This one offers up a couple of familiar names, like Morton Downey, not listed as 'Senior' here because his more famous irritating son was only a toddler at the time. And then there was the young singer introduced as Baby Rose Marie, more like eleven or twelve years old, but bearing an uncanny resemblance to the actress who we came to know as Sally Rogers on "The Dick van Dyke Show' TV series. Looking up her stats here on IMDb I see she'll be ninety years old next year with yet another appearance in a film to be released in 2017! God bless her, still going strong!

Other than those two highlights though, there's not a lot to recommend here.
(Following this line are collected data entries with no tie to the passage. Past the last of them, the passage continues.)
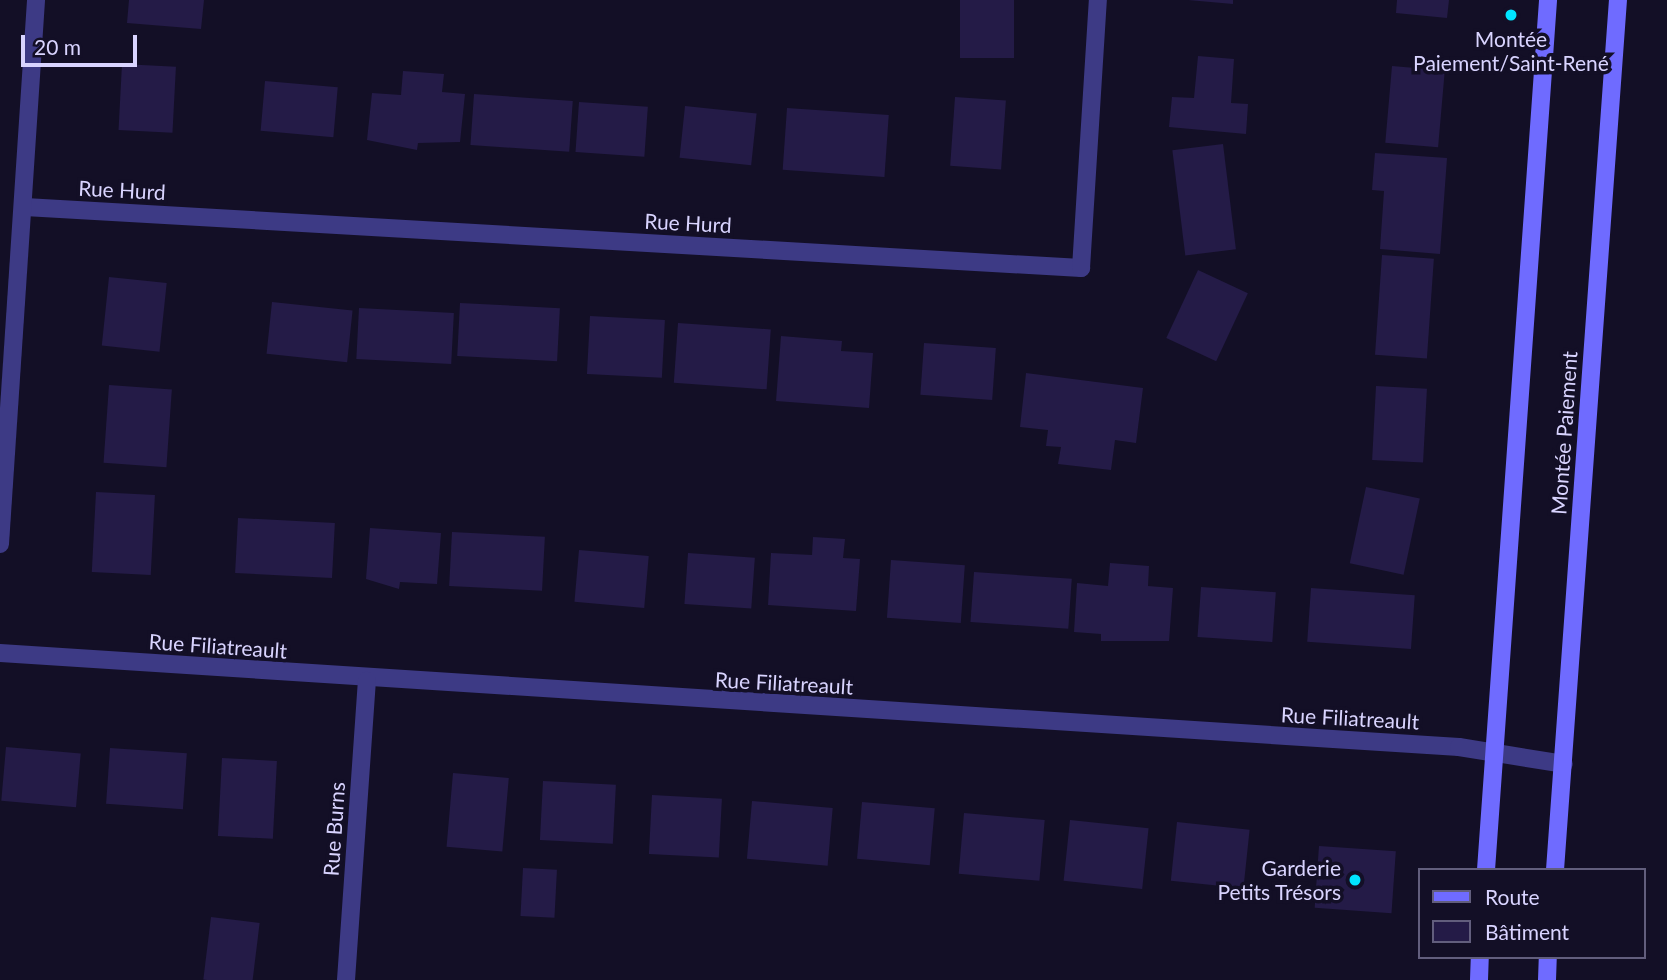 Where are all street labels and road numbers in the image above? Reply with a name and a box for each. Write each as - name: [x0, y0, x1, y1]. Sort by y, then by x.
- street label: Rue Hurd: [78, 175, 166, 205]
- street label: Rue Hurd: [644, 208, 732, 238]
- street label: Montée Paiement: [1546, 350, 1582, 516]
- street label: Rue Filiatreault: [148, 629, 288, 663]
- street label: Rue Filiatreault: [714, 667, 854, 699]
- street label: Rue Filiatreault: [1280, 702, 1420, 734]
- street label: Rue Burns: [318, 781, 350, 877] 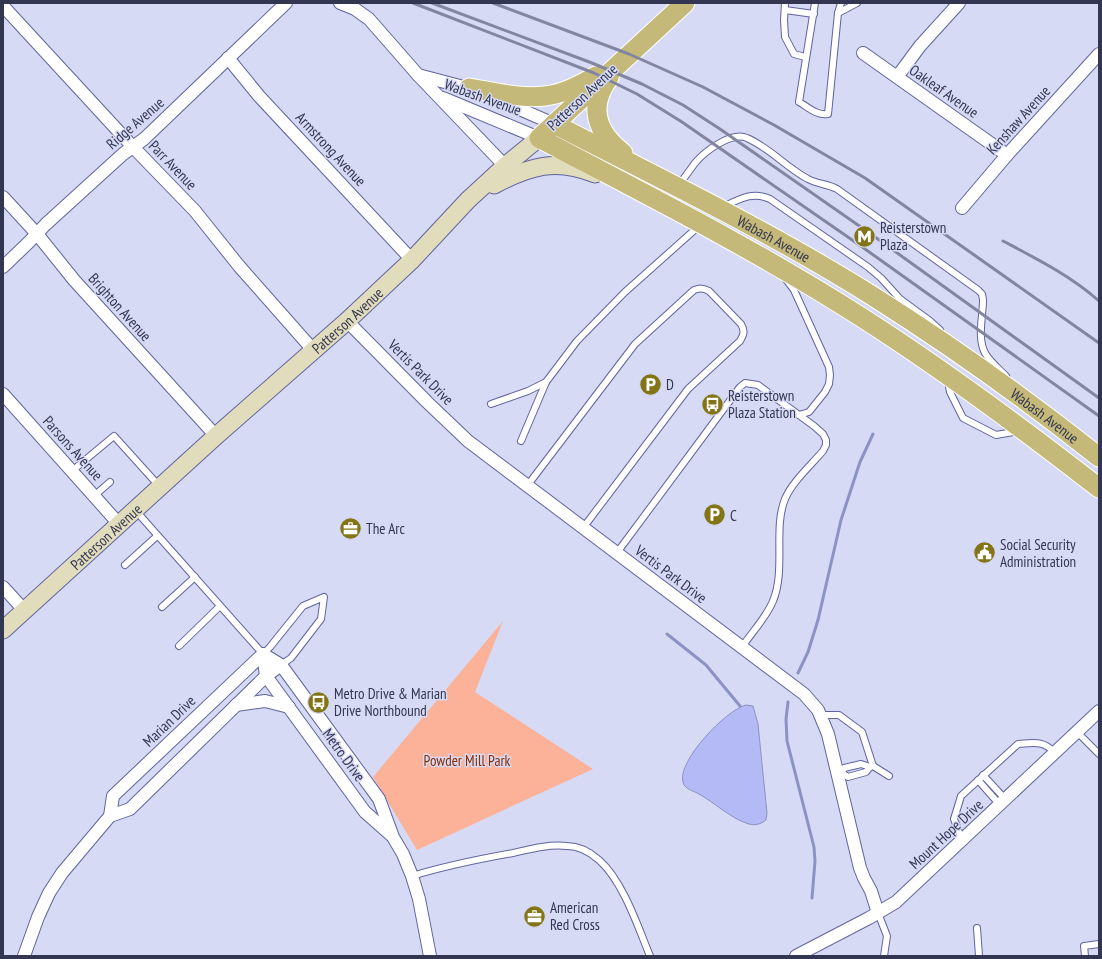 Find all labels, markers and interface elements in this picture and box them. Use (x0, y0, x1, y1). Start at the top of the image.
street label: Patterson Avenue (543, 59, 621, 135)
street label: Oakleaf Avenue (906, 60, 982, 122)
street label: Wabash Avenue (442, 74, 524, 120)
street label: Kenshaw Avenue (982, 81, 1054, 159)
street label: Ridge Avenue (102, 93, 168, 153)
street label: Armstrong Avenue (292, 108, 370, 190)
street label: Parr Avenue (145, 136, 201, 194)
street label: Wabash Avenue (734, 211, 814, 266)
place label: Reisterstown Plaza (880, 218, 946, 254)
metro station icon: Reisterstown Plaza (851, 223, 877, 249)
street label: Brighton Avenue (84, 269, 156, 345)
street label: Patterson Avenue (307, 283, 387, 357)
street label: Vertis Park Drive (384, 335, 458, 409)
parking icon: D (637, 371, 663, 397)
place label: D (666, 375, 674, 394)
street label: Wabash Avenue (1007, 384, 1083, 447)
place label: Reisterstown Plaza Station (728, 386, 796, 422)
bus stop icon: Reisterstown Plaza Station (699, 391, 725, 417)
street label: Parsons Avenue (39, 412, 107, 484)
street label: Patterson Avenue (66, 499, 145, 574)
parking icon: C (702, 502, 728, 528)
place label: C (730, 506, 737, 525)
office icon: The Arc (338, 515, 364, 541)
place label: The Arc (366, 519, 405, 538)
place label: Social Security Administration (1000, 535, 1076, 571)
street label: Vertis Park Drive (631, 540, 711, 607)
public building icon: Social Security Administration (972, 540, 998, 566)
place label: Metro Drive & Marian Drive Northbound (334, 684, 447, 720)
bus stop icon: Metro Drive & Marian Drive Northbound (306, 689, 332, 715)
street label: Marian Drive (139, 691, 199, 751)
street label: Metro Drive (318, 725, 370, 785)
park label: Powder Mill Park (424, 751, 511, 770)
street label: Mount Hope Drive (905, 795, 987, 873)
place label: American Red Cross (550, 898, 600, 934)
office icon: American Red Cross (521, 903, 547, 929) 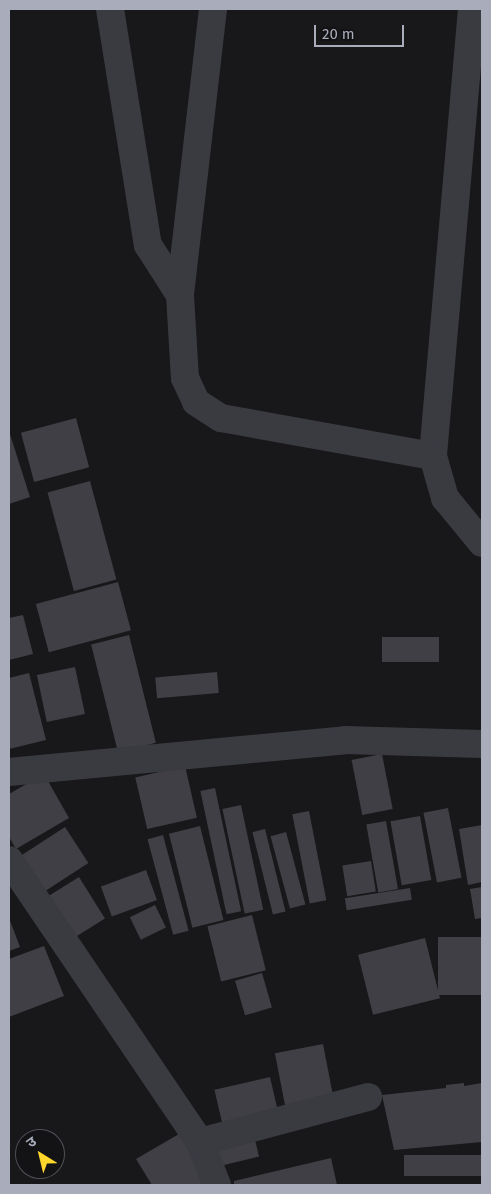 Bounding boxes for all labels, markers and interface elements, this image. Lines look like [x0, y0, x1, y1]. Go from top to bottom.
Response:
scale bar [316, 15, 406, 47]
text: 20 m [322, 25, 355, 43]
north arrow [15, 1129, 65, 1179]
text: उ [23, 1133, 40, 1152] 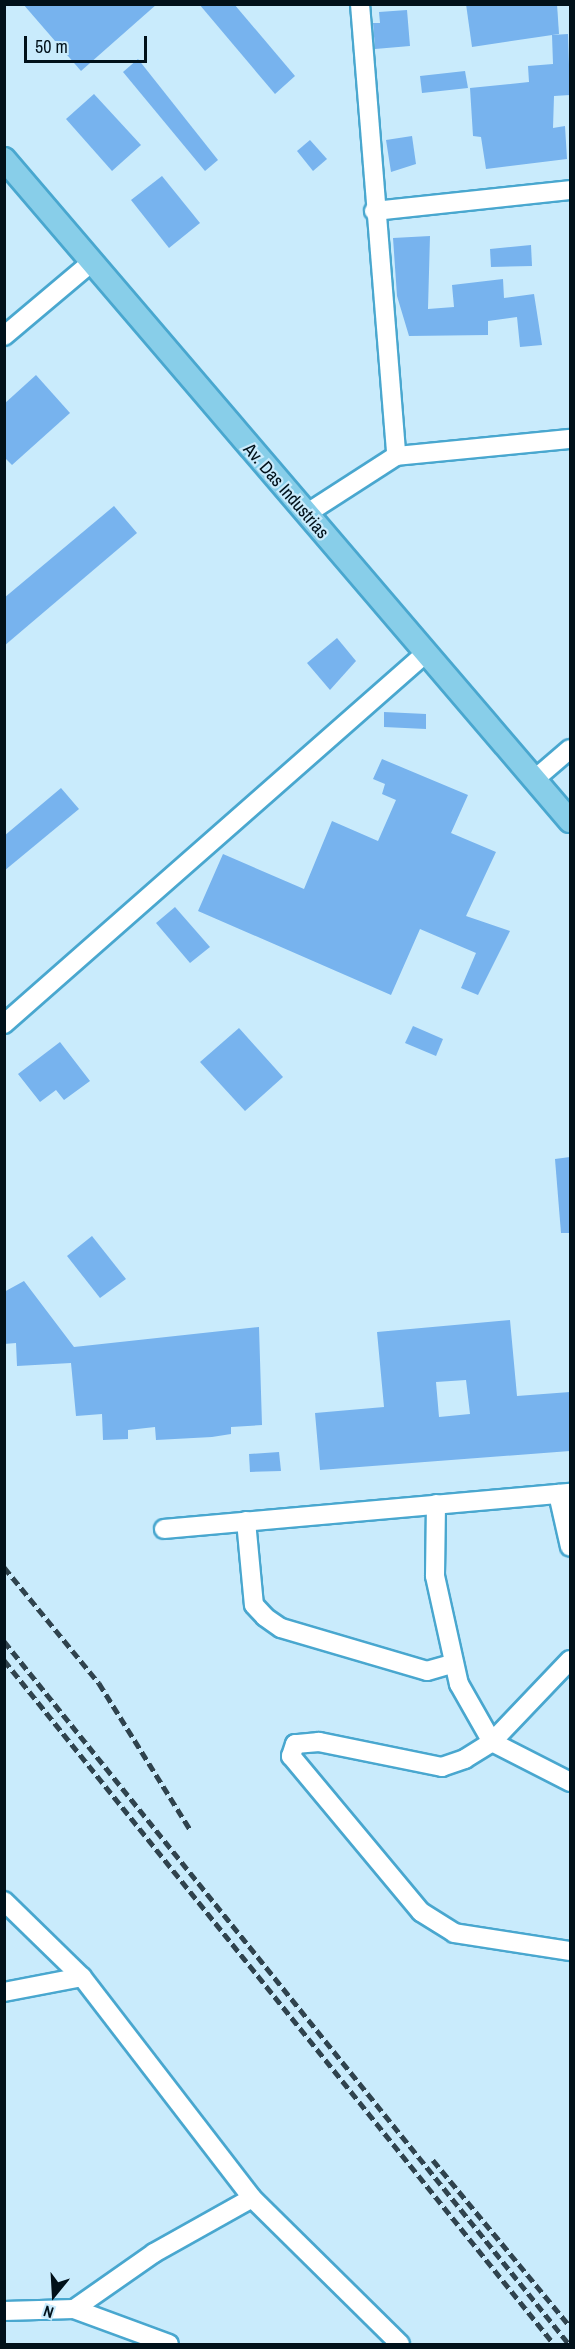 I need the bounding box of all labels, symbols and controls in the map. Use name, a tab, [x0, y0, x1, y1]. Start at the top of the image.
scale bar	[27, 24, 150, 62]
text: 50 m	[35, 34, 68, 59]
street label: Av. Das Industrias	[239, 439, 333, 543]
north arrow	[24, 2265, 84, 2325]
text: N	[41, 2300, 56, 2324] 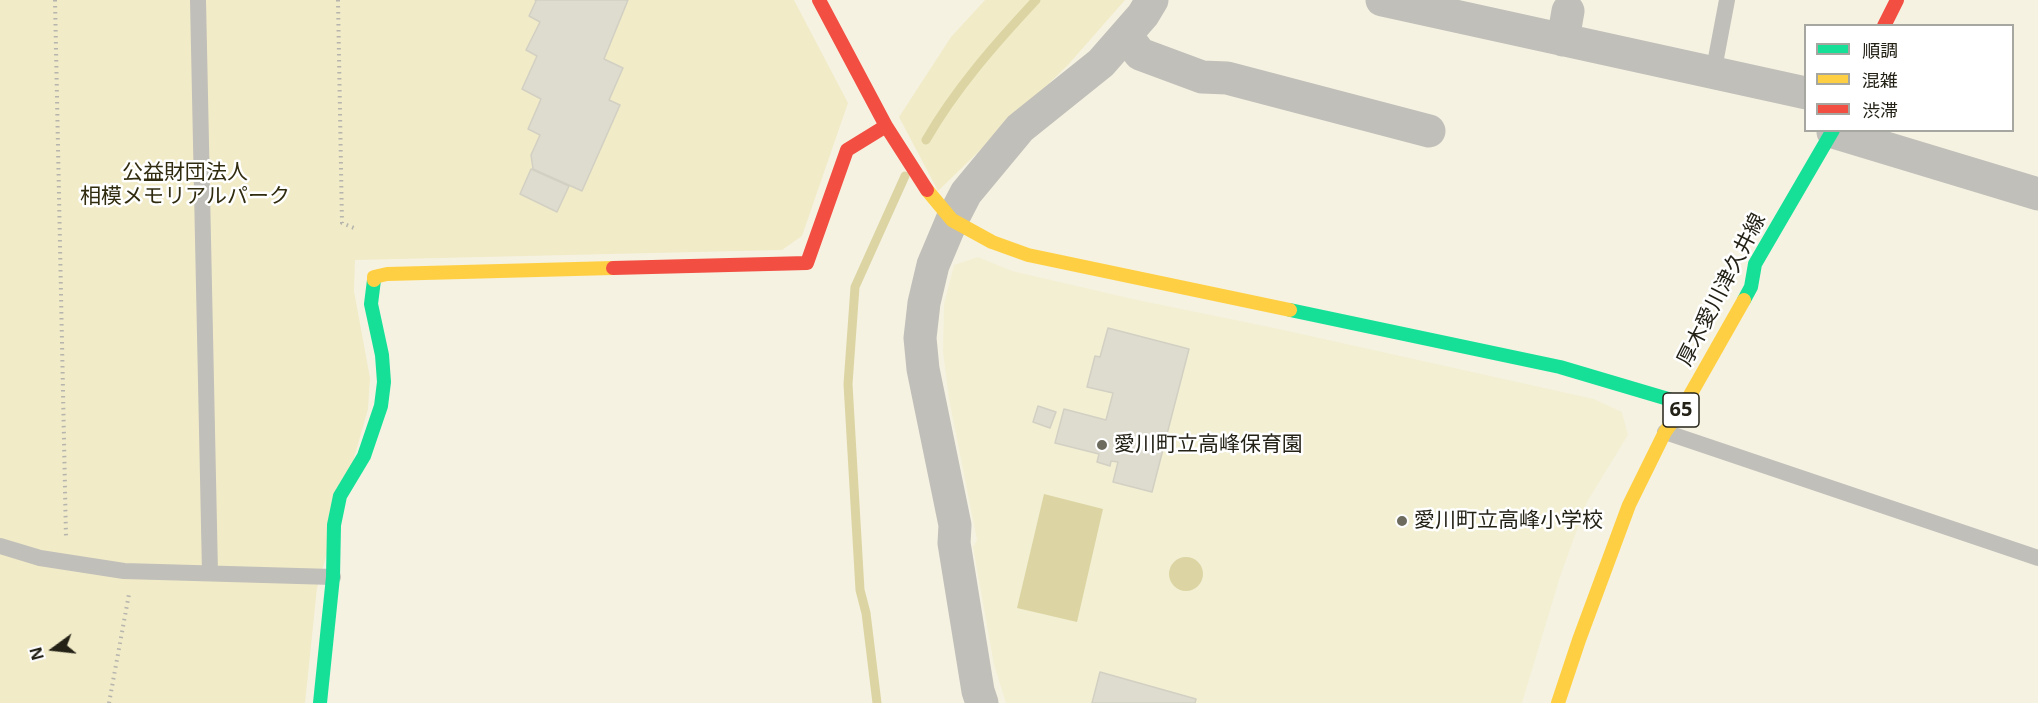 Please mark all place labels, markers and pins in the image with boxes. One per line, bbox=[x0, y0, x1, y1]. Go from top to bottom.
place label: 愛川町立高峰保育園 bbox=[1114, 432, 1303, 458]
marker: 愛川町立高峰保育園 bbox=[1095, 438, 1109, 452]
place label: 愛川町立高峰小学校 bbox=[1414, 508, 1603, 534]
marker: 愛川町立高峰小学校 bbox=[1395, 514, 1409, 528]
These Radio Row programs took the unusual tack of featuring radio performers in a film short venue, and a lot of them didn't translate well. Another singer featured here was Harriet Lee, and a vocabulary challenged announcer named Roy Atwell who's gimmick went a little too long. There was also a guy named Frank Novak Jr, hailed as playing so many instruments that he was keeping 'thousands' of musicians out of work! I don't think so, his repertoire here included a squeezebox, trumpet, trombone and a xylophone with passable results.

So overall, the value here is whether you're interested in old time short subjects with a view of what passed for entertainment in the Thirties. Though most of the folks were talented, they wouldn't really stand out today, except of course for Rose Marie. Glad she made it!